# Compiler Quest

Bootstrapping a compiler is like a role-playing game. From humble beginnings, we painstakingly cobble together a primitive, hard-to-use compiler whose only redeeming quality is that it can build itself.

Because the language supported by our compiler is so horrible, we can only bear to write a few incremental improvements. But once we persevere, we compile the marginally better compiler to gain a level.

Then we iterate. We add more features to our new compiler, which is easier thanks to our most recent changes, then compile again, and so on.

## Parenthetically

Our first compiler converts parenthesized combinatory logic terms to ION assembly.

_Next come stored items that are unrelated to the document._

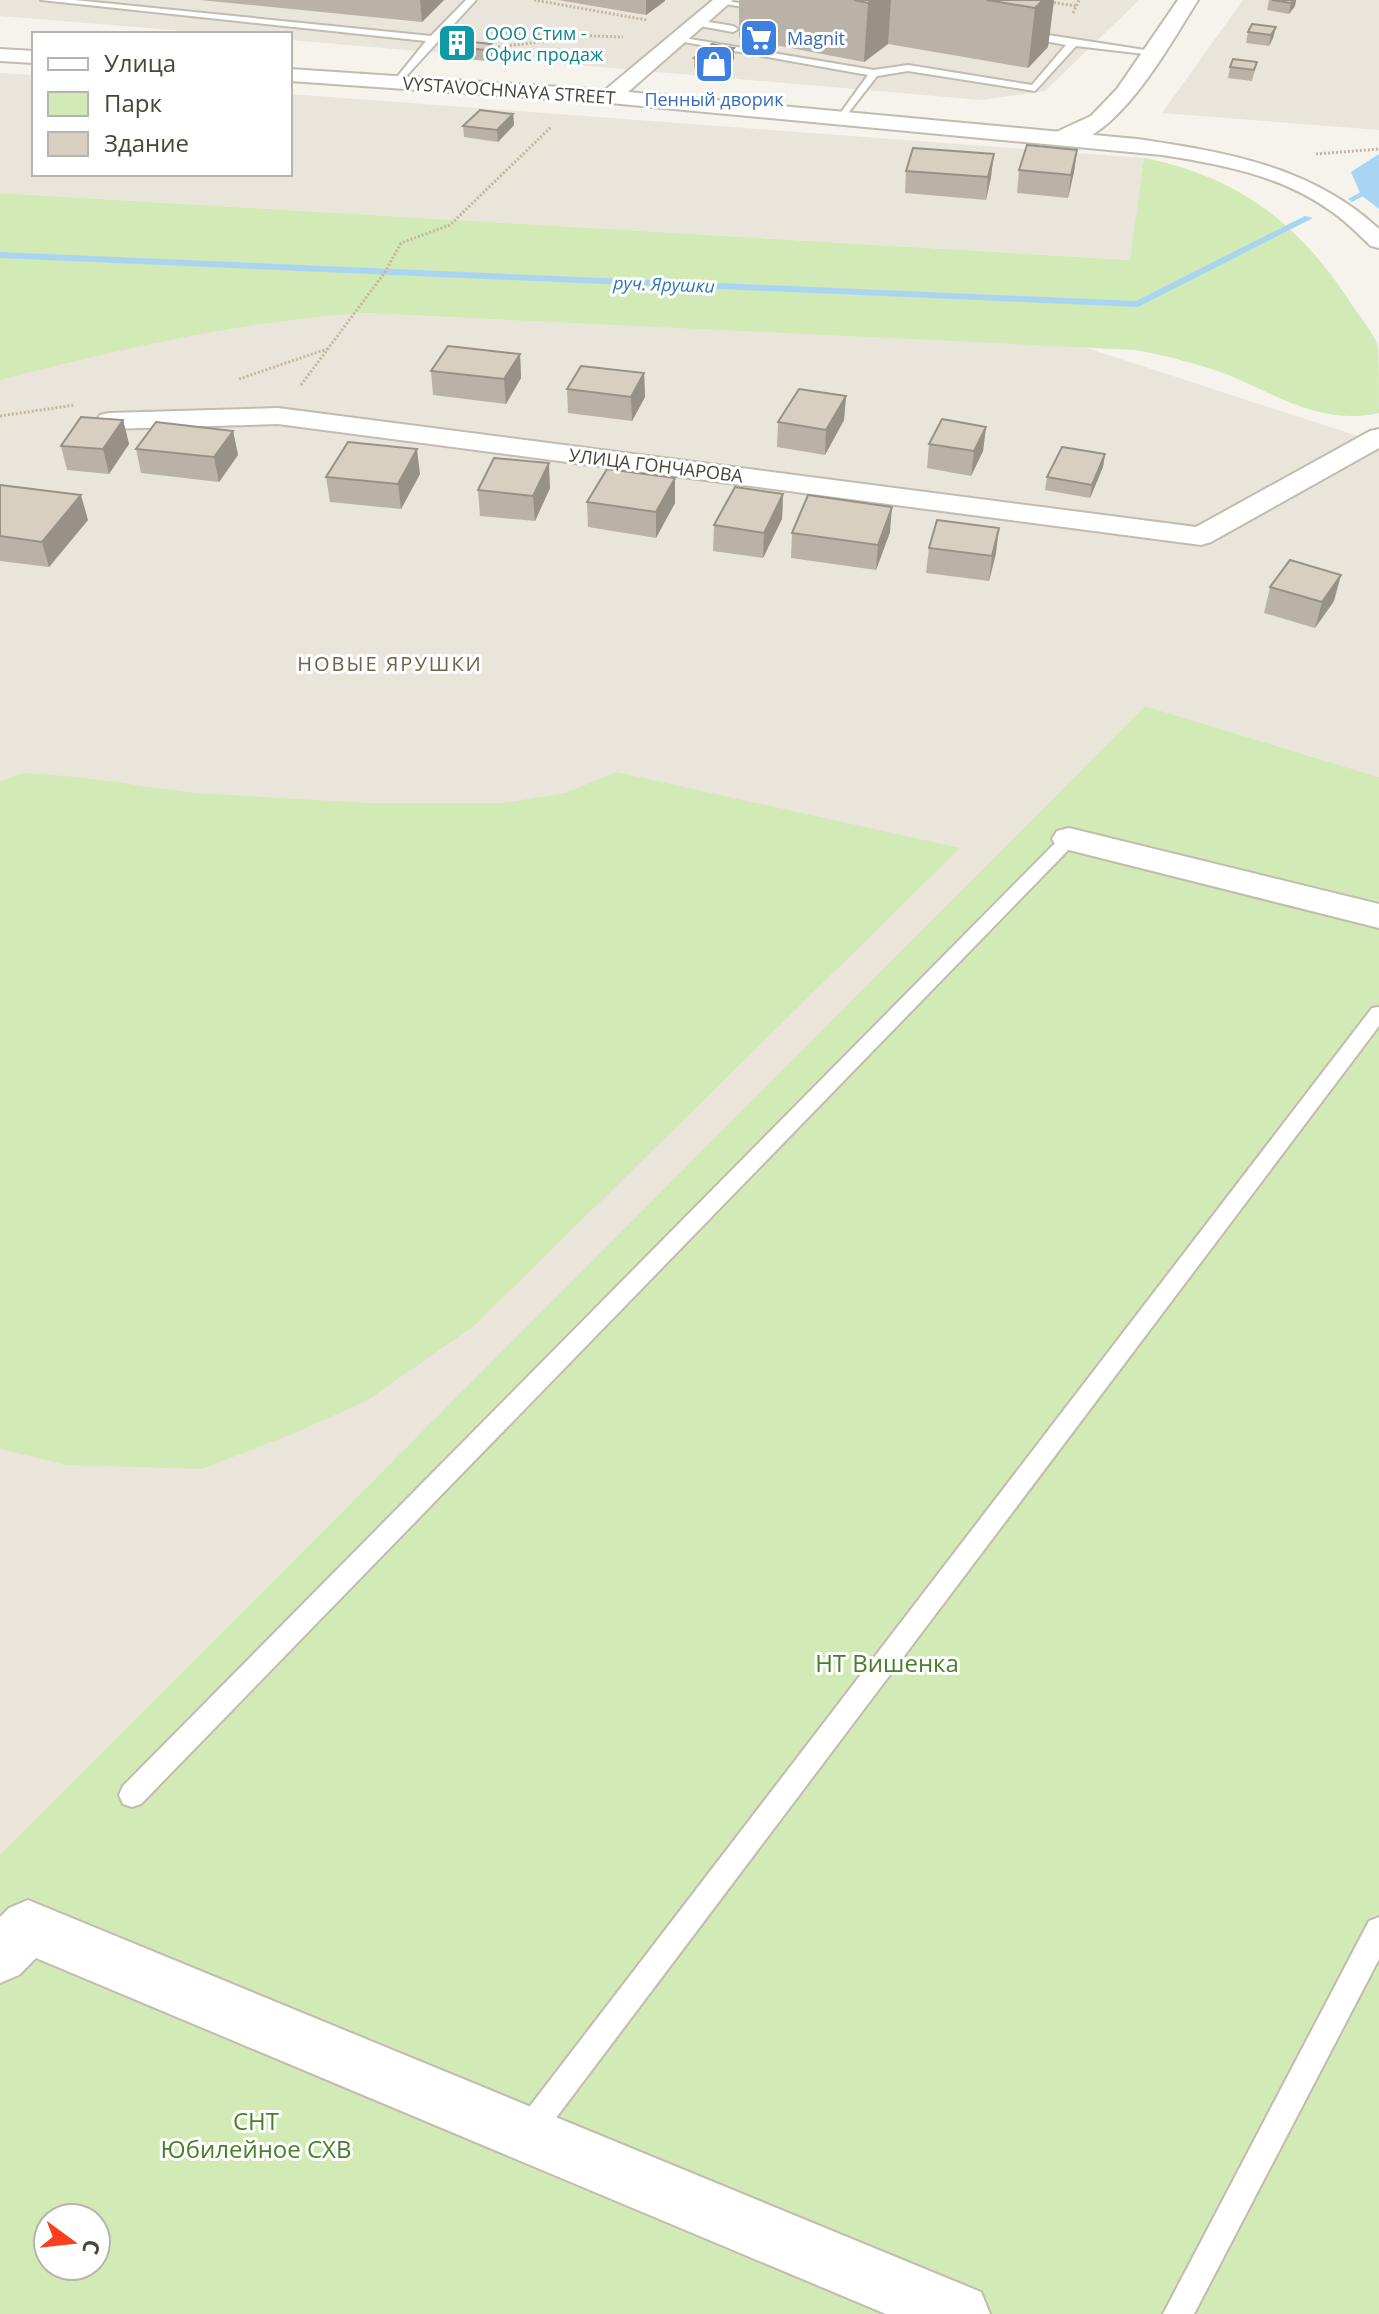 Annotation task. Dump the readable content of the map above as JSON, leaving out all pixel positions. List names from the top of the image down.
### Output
{
  "streets": {
    "street": ["VYSTAVOCHNAYA STREET", "УЛИЦА ГОНЧАРОВА"]
  },
  "districts": ["НОВЫЕ ЯРУШКИ"],
  "water": ["руч. Ярушки"],
  "parks": ["НТ Вишенка", "СНТ Юбилейное СХВ"],
  "places": {
    "supermarket": ["Magnit"],
    "building": ["ООО Стим - Офис продаж"],
    "shop": ["Пенный дворик"]
  },
  "legend": ["Улица", "Парк", "Здание"],
  "north": "right"
} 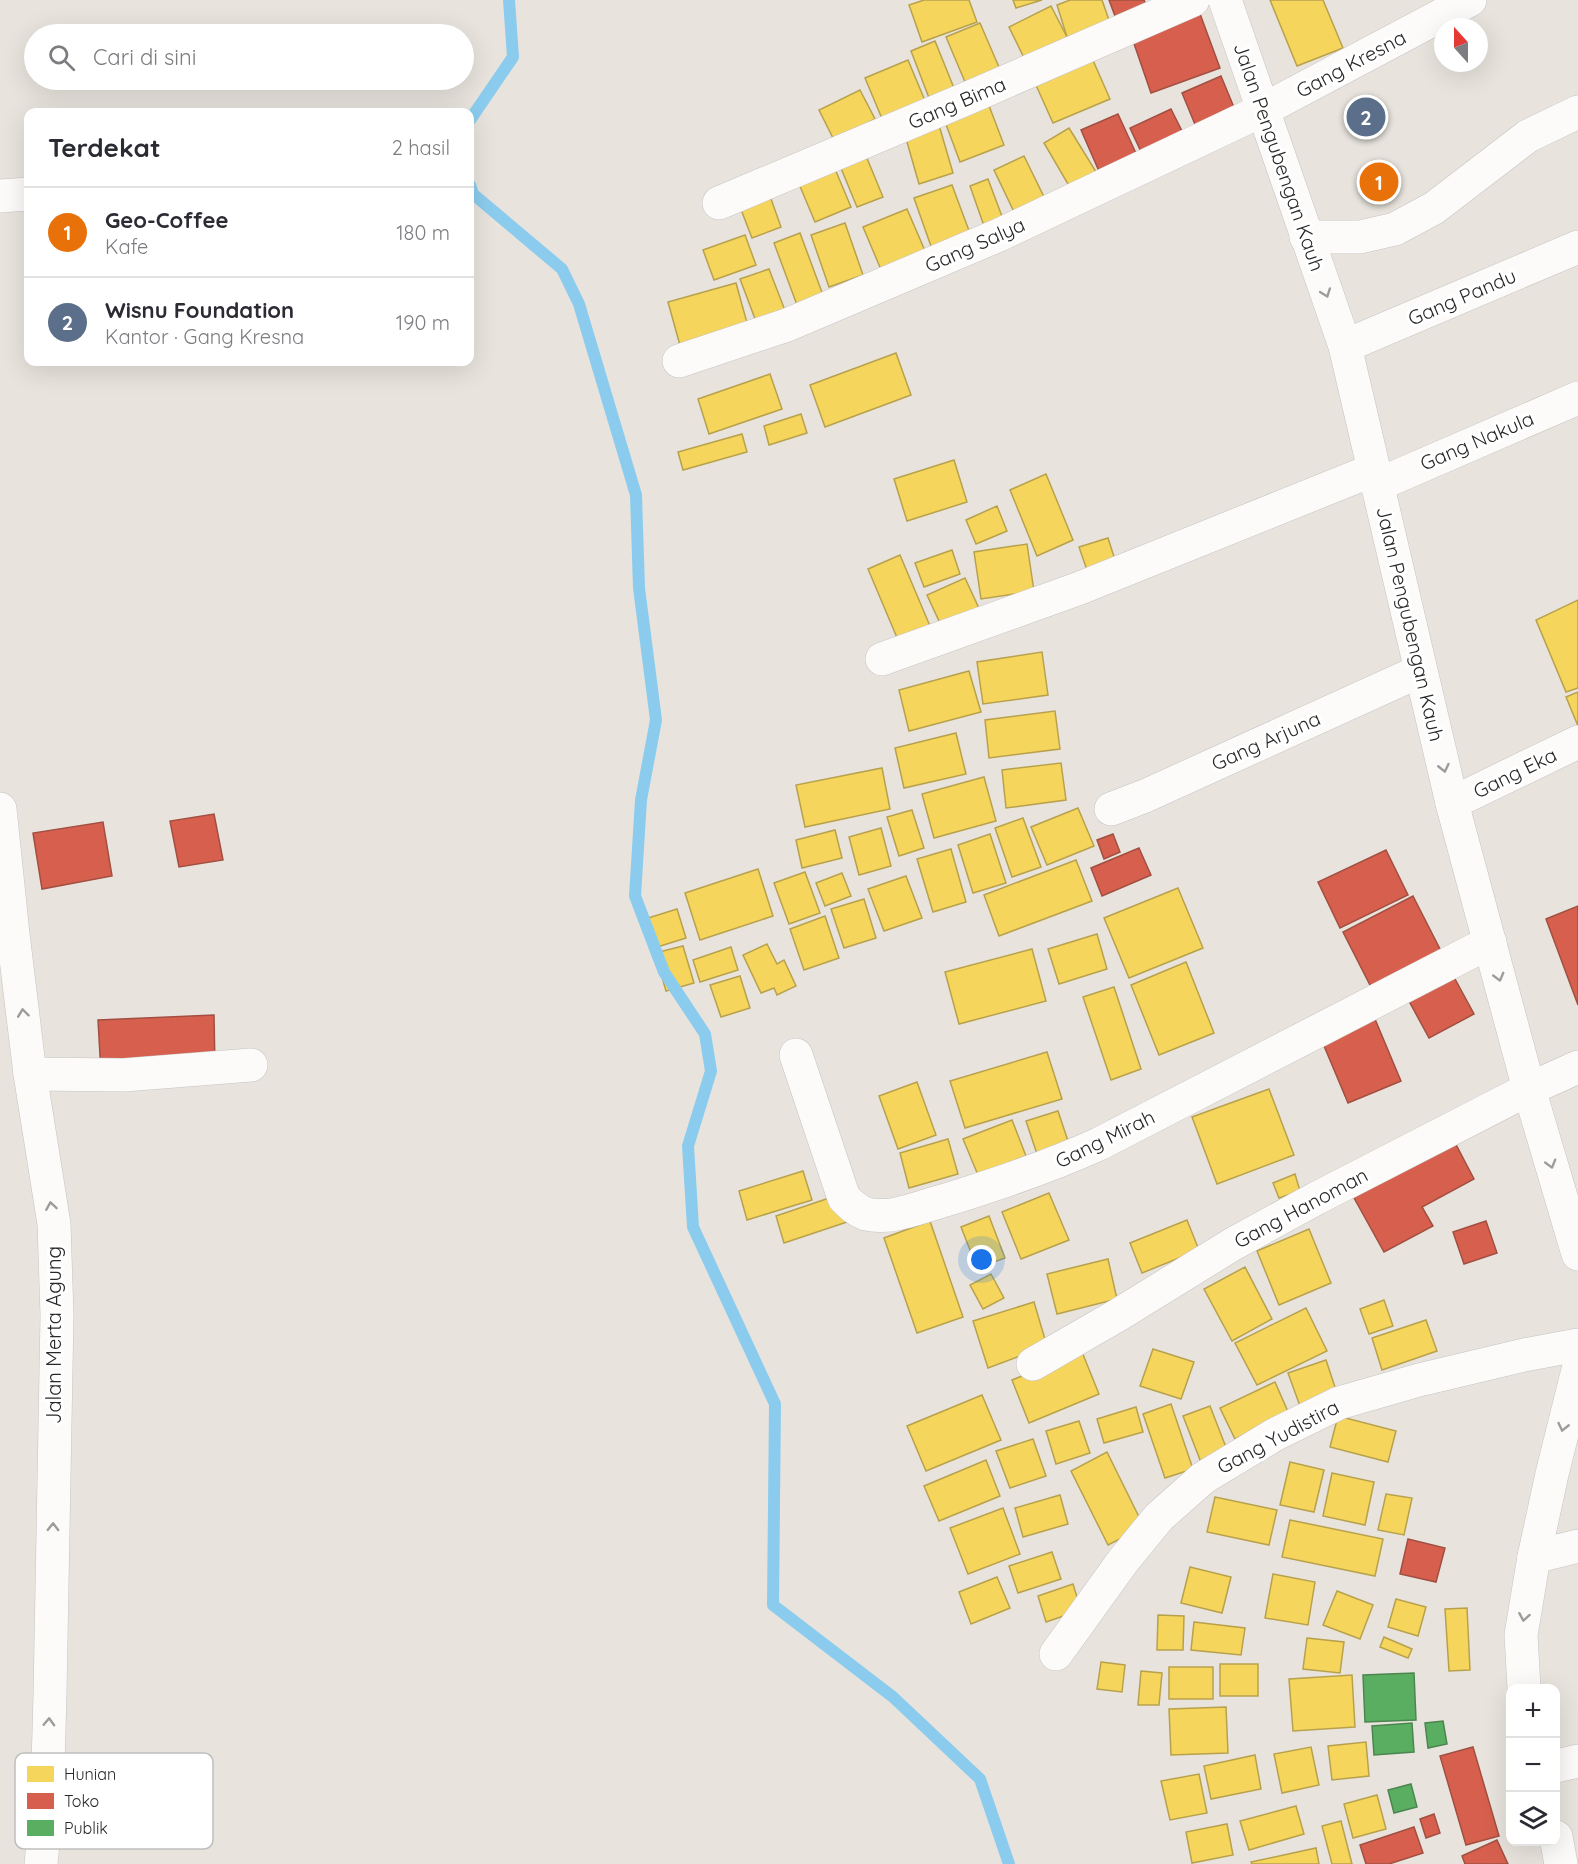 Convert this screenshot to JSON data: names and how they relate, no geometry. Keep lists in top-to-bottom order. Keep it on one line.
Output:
{"streets":{"street":["Gang Kresna","Gang Bima","Jalan Pengubengan Kauh","Gang Salya","Gang Pandu","Gang Nakula","Gang Arjuna","Gang Eka","Gang Mirah","Gang Hanoman","Jalan Merta Agung","Gang Yudistira"]},"crossings":[["Gang Kresna","Jalan Pengubengan Kauh"],["Gang Kresna","Gang Salya"],["Jalan Pengubengan Kauh","Gang Salya"],["Jalan Pengubengan Kauh","Gang Pandu"],["Jalan Pengubengan Kauh","Gang Nakula"],["Jalan Pengubengan Kauh","Gang Arjuna"],["Jalan Pengubengan Kauh","Gang Eka"],["Jalan Pengubengan Kauh","Gang Mirah"],["Jalan Pengubengan Kauh","Gang Hanoman"]],"one_way":["Jalan Pengubengan Kauh","Jalan Merta Agung"],"legend":["Hunian","Toko","Publik"],"north":"top","page":{"search":"Cari di sini","pins":["2","1"],"heading":["Terdekat","2 hasil"],"list":[{"mark":"1","name":"Geo-Coffee","note":"Kafe","value":"180 m"},{"mark":"2","name":"Wisnu Foundation","note":"Kantor · Gang Kresna","value":"190 m"}],"map_buttons":["+","−"]}} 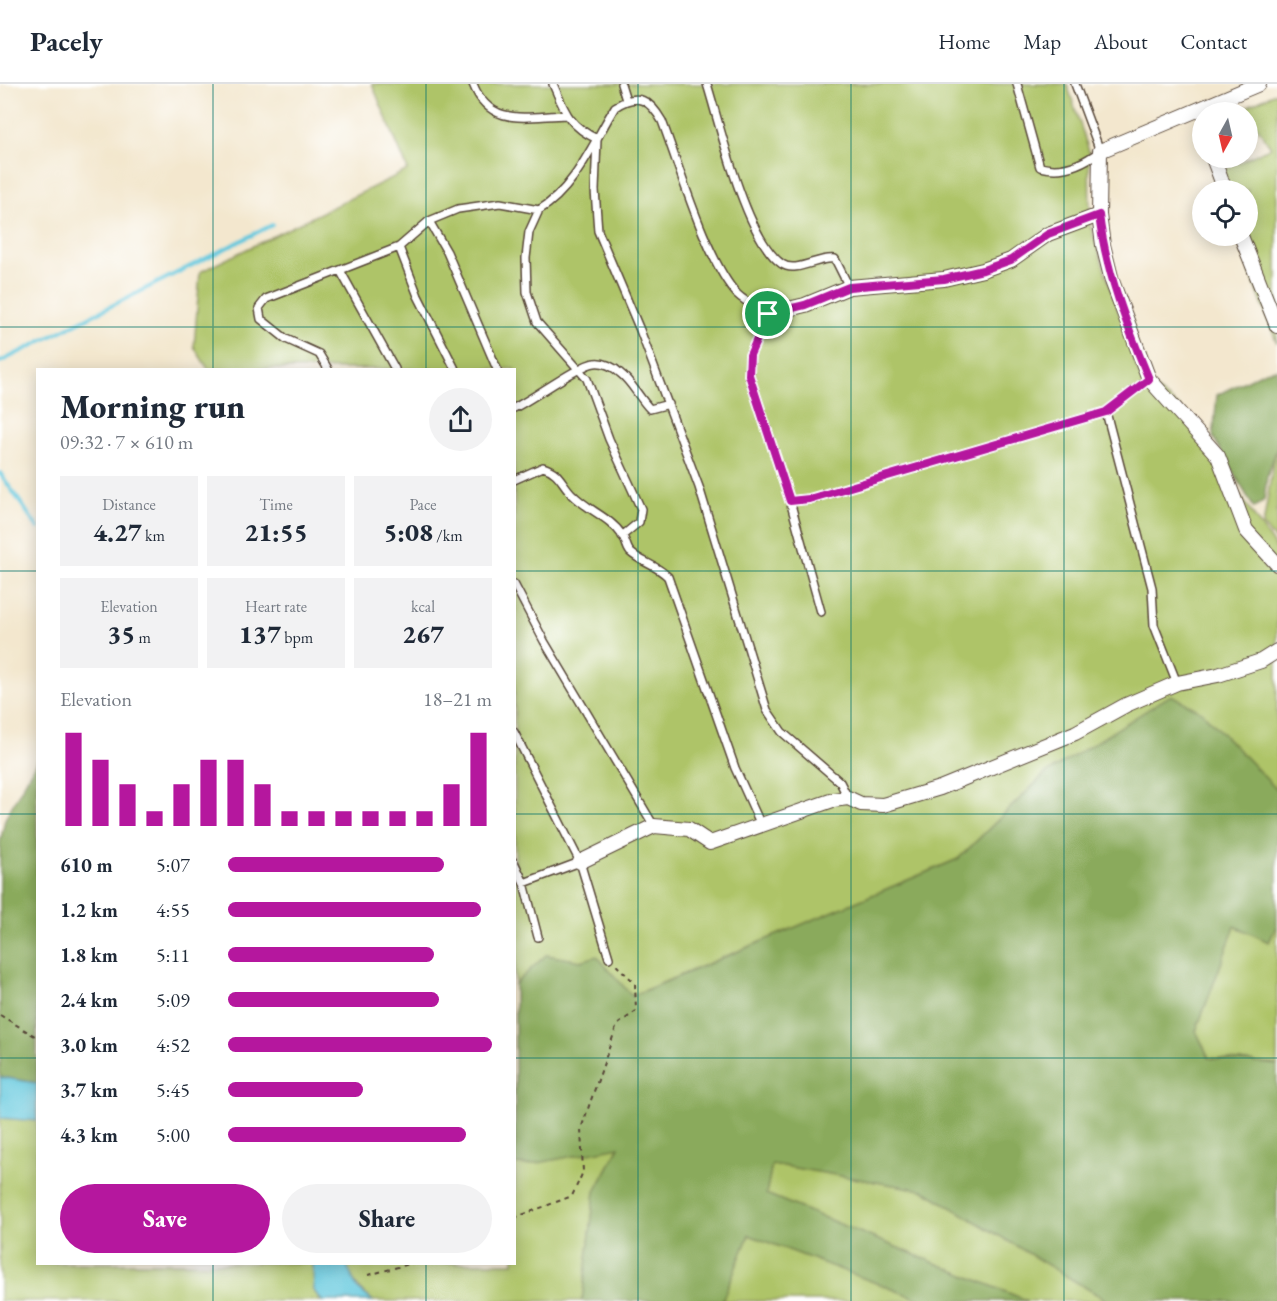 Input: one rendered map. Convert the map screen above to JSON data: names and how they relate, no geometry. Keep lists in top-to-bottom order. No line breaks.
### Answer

For example:

parse "BS(BB);Y(B(CS)(B(B(C(BB:)))C));"
==  "BSBB;YBCSBBCBB:C;"

We assume the input is valid and contains no numbers in parentheses or square brackets (so it only uses @ to refer to previous terms and # for integer constants).

term acc (h:t)
| h == ')' || h == ';' = (acc, t)
| h == '('             = uncurry (app acc) (term "" t)
| otherwise            = if h == '#' || h == '@'
then app acc (h:head t:"") (tail t)
else app acc (h:"") t
where app acc s = term (if null acc then s else '':acc ++ s)

parse "" = ""
parse s = let (p, t) = term "" s in p ++ ';':parse t

To translate to combinatory logic, we first break our code into more digestible pieces:

pair x y f = f x y;
(||) f g x y = f x (g x y);
(++) xs ys = xs ys (\x xt -> x : (xt ++ ys));
ifNull xs a b = xs a (\_ _ -> b);
add r acc p = r (ifNull acc p ('':(acc ++ p)));
isPre h = h('#'(==)) || h('@'(==));
suffix f h t = isPre h (t undefined (\a b -> pair (a:[]) b)) (pair [] t) (\x y -> f (h:x) y);
atom r h acc t = suffix (add r acc) h t;
sub r acc = uncurry (add r acc) . r "";
closes h = h(';'(==)) || h(')'(==));
if3 h x y z = closes h x (h('('(==)) y z);
switch r a h t = if3 h pair (sub r) (atom r h) a t;
term acc s = s undefined (\h t -> switch term acc h t);
parse s = term "" s (\p t -> ifNull p ";" (p ++ (';':parse t)));

Scott-encoding pairs implies uncurry is the T combinator, and (.) is an infix operator with the same meaning as the B combinator. Thus the above becomes:

BCT;
BSBB;
YBCSBBCBB:C;
BRBKKBB;
CBBBSBS@#BB:#@";
SB@!T##=T#@=;
BSBCCBSCBB@%CT?B@ C:K@ KCBBB:;
BCBB@&@$; SBCBBBBBT@$TK;
SB@!T#;=T#)=;
SBCBBBBBB@)T#(=;
BCSBSBCC@*@ @(@';
YBBCT?@+;
YBSTKBBKBBKBC@,KBCBB@"B:#;;

We added a newline after each semicolon for clarity; these must be removed before feeding.

## Exponentially

Our next compiler rewrites lambda expressions as combinators using the straightforward bracket abstraction algorithm we described earlier.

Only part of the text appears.